Stored data entries
===

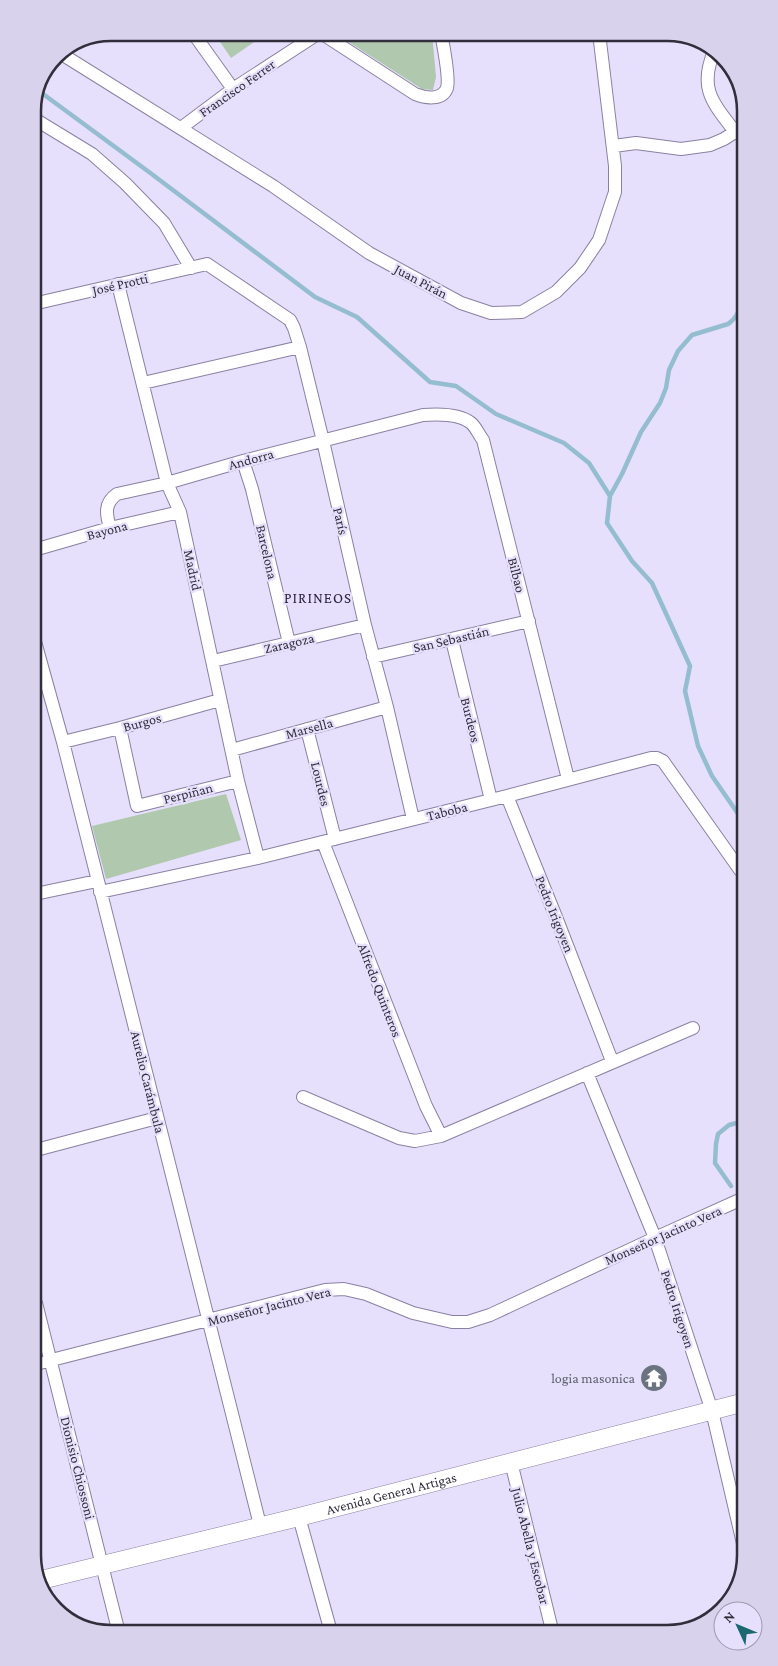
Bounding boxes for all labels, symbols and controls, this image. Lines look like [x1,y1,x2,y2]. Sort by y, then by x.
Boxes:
street label: Francisco Ferrer [196,56,278,120]
street label: Juan Pirán [390,259,451,302]
street label: José Protti [89,270,150,299]
street label: Andorra [227,445,276,473]
street label: París [330,506,352,536]
street label: Bayona [85,517,130,543]
street label: Barcelona [253,523,281,581]
street label: Madrid [181,548,205,593]
street label: Bilbao [505,556,529,594]
district label: PIRINEOS [284,590,352,606]
street label: San Sebastián [412,622,491,655]
street label: Zaragoza [262,629,316,657]
street label: Burdeos [458,696,484,744]
street label: Burgos [121,709,163,735]
street label: Marsella [284,714,335,742]
street label: Lourdes [308,760,334,808]
street label: Perpiñan [162,779,215,807]
street label: Taboba [425,798,470,824]
street label: Pedro Irigoyen [532,873,578,955]
street label: Alfredo Quinteros [355,941,405,1039]
street label: Aurelio Carámbula [128,1029,169,1135]
street label: Monseñor Jacinto Vera [602,1202,724,1268]
street label: Pedro Irigoyen [658,1268,698,1350]
street label: Monseñor Jacinto Vera [206,1283,333,1329]
temple icon: logia masonica [639,1363,669,1393]
place label: logia masonica [551,1370,636,1386]
street label: Dionisio Chiossoni [57,1415,99,1521]
street label: Avenida General Artigas [324,1469,458,1518]
street label: Julio Abella y Escobar [508,1484,553,1606]
north arrow [713,1601,763,1651]
text: N [720,1608,738,1626]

===

* What you are asked to do
Looking through the data above, copy out each line in which the string "masonica" occurs.

* Response to this task
temple icon: logia masonica [639,1363,669,1393]
place label: logia masonica [551,1370,636,1386]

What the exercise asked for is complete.